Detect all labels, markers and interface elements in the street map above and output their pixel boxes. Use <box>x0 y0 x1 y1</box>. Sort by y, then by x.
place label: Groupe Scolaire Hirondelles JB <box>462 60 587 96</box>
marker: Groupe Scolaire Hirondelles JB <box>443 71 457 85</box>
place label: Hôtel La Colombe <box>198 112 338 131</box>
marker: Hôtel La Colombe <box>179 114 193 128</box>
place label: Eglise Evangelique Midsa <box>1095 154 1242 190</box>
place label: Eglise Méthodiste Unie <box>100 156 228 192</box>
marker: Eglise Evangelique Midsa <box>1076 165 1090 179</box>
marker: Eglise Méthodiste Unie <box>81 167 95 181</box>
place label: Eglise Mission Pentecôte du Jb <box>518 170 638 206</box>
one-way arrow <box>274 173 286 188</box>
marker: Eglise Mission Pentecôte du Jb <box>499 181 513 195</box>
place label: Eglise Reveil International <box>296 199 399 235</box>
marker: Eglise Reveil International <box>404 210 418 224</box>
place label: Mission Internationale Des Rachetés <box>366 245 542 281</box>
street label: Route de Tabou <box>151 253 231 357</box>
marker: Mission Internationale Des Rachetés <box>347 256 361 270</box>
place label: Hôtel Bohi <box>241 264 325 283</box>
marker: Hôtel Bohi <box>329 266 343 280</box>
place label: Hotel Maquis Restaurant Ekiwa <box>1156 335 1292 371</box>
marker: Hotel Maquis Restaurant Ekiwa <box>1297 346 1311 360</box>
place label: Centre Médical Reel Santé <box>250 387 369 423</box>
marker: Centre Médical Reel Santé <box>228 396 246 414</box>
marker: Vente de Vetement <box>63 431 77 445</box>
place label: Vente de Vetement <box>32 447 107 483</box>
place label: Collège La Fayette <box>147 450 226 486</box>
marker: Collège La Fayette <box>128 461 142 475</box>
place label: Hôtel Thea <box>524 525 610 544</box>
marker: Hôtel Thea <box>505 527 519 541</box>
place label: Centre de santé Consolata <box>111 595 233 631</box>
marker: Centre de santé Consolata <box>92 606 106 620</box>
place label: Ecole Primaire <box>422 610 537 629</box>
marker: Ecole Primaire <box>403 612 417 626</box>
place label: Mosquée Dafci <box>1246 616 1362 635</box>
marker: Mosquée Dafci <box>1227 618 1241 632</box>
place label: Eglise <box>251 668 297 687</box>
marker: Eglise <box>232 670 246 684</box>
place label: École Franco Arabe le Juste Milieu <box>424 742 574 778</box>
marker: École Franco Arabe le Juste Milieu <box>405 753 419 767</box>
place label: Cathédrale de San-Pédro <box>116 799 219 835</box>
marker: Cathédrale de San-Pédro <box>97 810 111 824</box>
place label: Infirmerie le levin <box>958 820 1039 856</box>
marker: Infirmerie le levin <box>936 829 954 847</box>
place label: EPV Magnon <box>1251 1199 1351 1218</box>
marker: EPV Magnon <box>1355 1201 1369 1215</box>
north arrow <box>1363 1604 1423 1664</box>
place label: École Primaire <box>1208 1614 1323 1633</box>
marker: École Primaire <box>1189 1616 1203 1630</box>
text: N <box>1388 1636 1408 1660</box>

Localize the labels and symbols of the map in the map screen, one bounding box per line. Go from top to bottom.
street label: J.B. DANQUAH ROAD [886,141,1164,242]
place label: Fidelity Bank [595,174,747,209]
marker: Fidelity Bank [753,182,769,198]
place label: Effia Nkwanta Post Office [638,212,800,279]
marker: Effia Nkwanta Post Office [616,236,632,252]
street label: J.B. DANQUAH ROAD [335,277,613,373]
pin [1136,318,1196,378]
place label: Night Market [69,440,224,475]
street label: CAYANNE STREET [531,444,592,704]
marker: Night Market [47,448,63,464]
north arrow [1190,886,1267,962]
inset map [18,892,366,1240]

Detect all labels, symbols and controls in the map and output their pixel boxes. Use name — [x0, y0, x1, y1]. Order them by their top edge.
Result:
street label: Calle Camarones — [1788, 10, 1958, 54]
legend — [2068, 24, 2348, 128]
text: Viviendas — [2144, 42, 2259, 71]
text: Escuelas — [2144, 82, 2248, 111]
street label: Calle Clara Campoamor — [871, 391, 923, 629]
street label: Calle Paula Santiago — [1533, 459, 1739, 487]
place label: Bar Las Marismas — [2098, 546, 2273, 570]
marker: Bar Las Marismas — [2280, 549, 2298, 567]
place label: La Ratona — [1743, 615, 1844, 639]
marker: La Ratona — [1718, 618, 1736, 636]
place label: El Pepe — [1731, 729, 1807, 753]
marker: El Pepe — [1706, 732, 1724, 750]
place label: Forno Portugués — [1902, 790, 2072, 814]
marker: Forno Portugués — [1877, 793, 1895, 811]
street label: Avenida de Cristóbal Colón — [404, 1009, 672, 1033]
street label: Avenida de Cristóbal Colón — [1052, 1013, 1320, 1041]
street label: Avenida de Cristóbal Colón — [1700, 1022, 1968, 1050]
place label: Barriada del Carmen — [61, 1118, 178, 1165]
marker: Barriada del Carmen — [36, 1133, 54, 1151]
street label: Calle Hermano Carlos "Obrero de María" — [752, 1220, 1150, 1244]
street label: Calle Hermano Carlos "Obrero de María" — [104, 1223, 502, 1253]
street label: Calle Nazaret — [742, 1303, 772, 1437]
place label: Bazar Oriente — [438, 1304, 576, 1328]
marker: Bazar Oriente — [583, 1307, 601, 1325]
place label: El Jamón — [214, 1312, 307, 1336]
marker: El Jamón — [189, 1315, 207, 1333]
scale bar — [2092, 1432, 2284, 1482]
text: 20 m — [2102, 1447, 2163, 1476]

Exercise: All the records above need to be output exactly, with none omitted.

Solution to this problem:
Detect all labels, markers and interface elements in the street map above and output their pixel boxes. Use <box>x0 y0 x1 y1</box>. Sort by y, then by x.
place label: Groupe Scolaire Hirondelles JB <box>462 60 587 96</box>
marker: Groupe Scolaire Hirondelles JB <box>443 71 457 85</box>
place label: Hôtel La Colombe <box>198 112 338 131</box>
marker: Hôtel La Colombe <box>179 114 193 128</box>
place label: Eglise Evangelique Midsa <box>1095 154 1242 190</box>
place label: Eglise Méthodiste Unie <box>100 156 228 192</box>
marker: Eglise Evangelique Midsa <box>1076 165 1090 179</box>
marker: Eglise Méthodiste Unie <box>81 167 95 181</box>
place label: Eglise Mission Pentecôte du Jb <box>518 170 638 206</box>
one-way arrow <box>274 173 286 188</box>
marker: Eglise Mission Pentecôte du Jb <box>499 181 513 195</box>
place label: Eglise Reveil International <box>296 199 399 235</box>
marker: Eglise Reveil International <box>404 210 418 224</box>
place label: Mission Internationale Des Rachetés <box>366 245 542 281</box>
street label: Route de Tabou <box>151 253 231 357</box>
marker: Mission Internationale Des Rachetés <box>347 256 361 270</box>
place label: Hôtel Bohi <box>241 264 325 283</box>
marker: Hôtel Bohi <box>329 266 343 280</box>
place label: Hotel Maquis Restaurant Ekiwa <box>1156 335 1292 371</box>
marker: Hotel Maquis Restaurant Ekiwa <box>1297 346 1311 360</box>
place label: Centre Médical Reel Santé <box>250 387 369 423</box>
marker: Centre Médical Reel Santé <box>228 396 246 414</box>
marker: Vente de Vetement <box>63 431 77 445</box>
place label: Vente de Vetement <box>32 447 107 483</box>
place label: Collège La Fayette <box>147 450 226 486</box>
marker: Collège La Fayette <box>128 461 142 475</box>
place label: Hôtel Thea <box>524 525 610 544</box>
marker: Hôtel Thea <box>505 527 519 541</box>
place label: Centre de santé Consolata <box>111 595 233 631</box>
marker: Centre de santé Consolata <box>92 606 106 620</box>
place label: Ecole Primaire <box>422 610 537 629</box>
marker: Ecole Primaire <box>403 612 417 626</box>
place label: Mosquée Dafci <box>1246 616 1362 635</box>
marker: Mosquée Dafci <box>1227 618 1241 632</box>
place label: Eglise <box>251 668 297 687</box>
marker: Eglise <box>232 670 246 684</box>
place label: École Franco Arabe le Juste Milieu <box>424 742 574 778</box>
marker: École Franco Arabe le Juste Milieu <box>405 753 419 767</box>
place label: Cathédrale de San-Pédro <box>116 799 219 835</box>
marker: Cathédrale de San-Pédro <box>97 810 111 824</box>
place label: Infirmerie le levin <box>958 820 1039 856</box>
marker: Infirmerie le levin <box>936 829 954 847</box>
place label: EPV Magnon <box>1251 1199 1351 1218</box>
marker: EPV Magnon <box>1355 1201 1369 1215</box>
north arrow <box>1363 1604 1423 1664</box>
place label: École Primaire <box>1208 1614 1323 1633</box>
marker: École Primaire <box>1189 1616 1203 1630</box>
text: N <box>1388 1636 1408 1660</box>

Localize the labels and symbols of the map in the map screen, one bounding box per line. Go from top to bottom.
street label: J.B. DANQUAH ROAD [886,141,1164,242]
place label: Fidelity Bank [595,174,747,209]
marker: Fidelity Bank [753,182,769,198]
place label: Effia Nkwanta Post Office [638,212,800,279]
marker: Effia Nkwanta Post Office [616,236,632,252]
street label: J.B. DANQUAH ROAD [335,277,613,373]
pin [1136,318,1196,378]
place label: Night Market [69,440,224,475]
street label: CAYANNE STREET [531,444,592,704]
marker: Night Market [47,448,63,464]
north arrow [1190,886,1267,962]
inset map [18,892,366,1240]

Detect all labels, symbols and controls in the map and output their pixel boxes. Use name — [x0, y0, x1, y1]. Order them by their top edge.
Result:
street label: Calle Camarones — [1788, 10, 1958, 54]
legend — [2068, 24, 2348, 128]
text: Viviendas — [2144, 42, 2259, 71]
text: Escuelas — [2144, 82, 2248, 111]
street label: Calle Clara Campoamor — [871, 391, 923, 629]
street label: Calle Paula Santiago — [1533, 459, 1739, 487]
place label: Bar Las Marismas — [2098, 546, 2273, 570]
marker: Bar Las Marismas — [2280, 549, 2298, 567]
place label: La Ratona — [1743, 615, 1844, 639]
marker: La Ratona — [1718, 618, 1736, 636]
place label: El Pepe — [1731, 729, 1807, 753]
marker: El Pepe — [1706, 732, 1724, 750]
place label: Forno Portugués — [1902, 790, 2072, 814]
marker: Forno Portugués — [1877, 793, 1895, 811]
street label: Avenida de Cristóbal Colón — [404, 1009, 672, 1033]
street label: Avenida de Cristóbal Colón — [1052, 1013, 1320, 1041]
street label: Avenida de Cristóbal Colón — [1700, 1022, 1968, 1050]
place label: Barriada del Carmen — [61, 1118, 178, 1165]
marker: Barriada del Carmen — [36, 1133, 54, 1151]
street label: Calle Hermano Carlos "Obrero de María" — [752, 1220, 1150, 1244]
street label: Calle Hermano Carlos "Obrero de María" — [104, 1223, 502, 1253]
street label: Calle Nazaret — [742, 1303, 772, 1437]
place label: Bazar Oriente — [438, 1304, 576, 1328]
marker: Bazar Oriente — [583, 1307, 601, 1325]
place label: El Jamón — [214, 1312, 307, 1336]
marker: El Jamón — [189, 1315, 207, 1333]
scale bar — [2092, 1432, 2284, 1482]
text: 20 m — [2102, 1447, 2163, 1476]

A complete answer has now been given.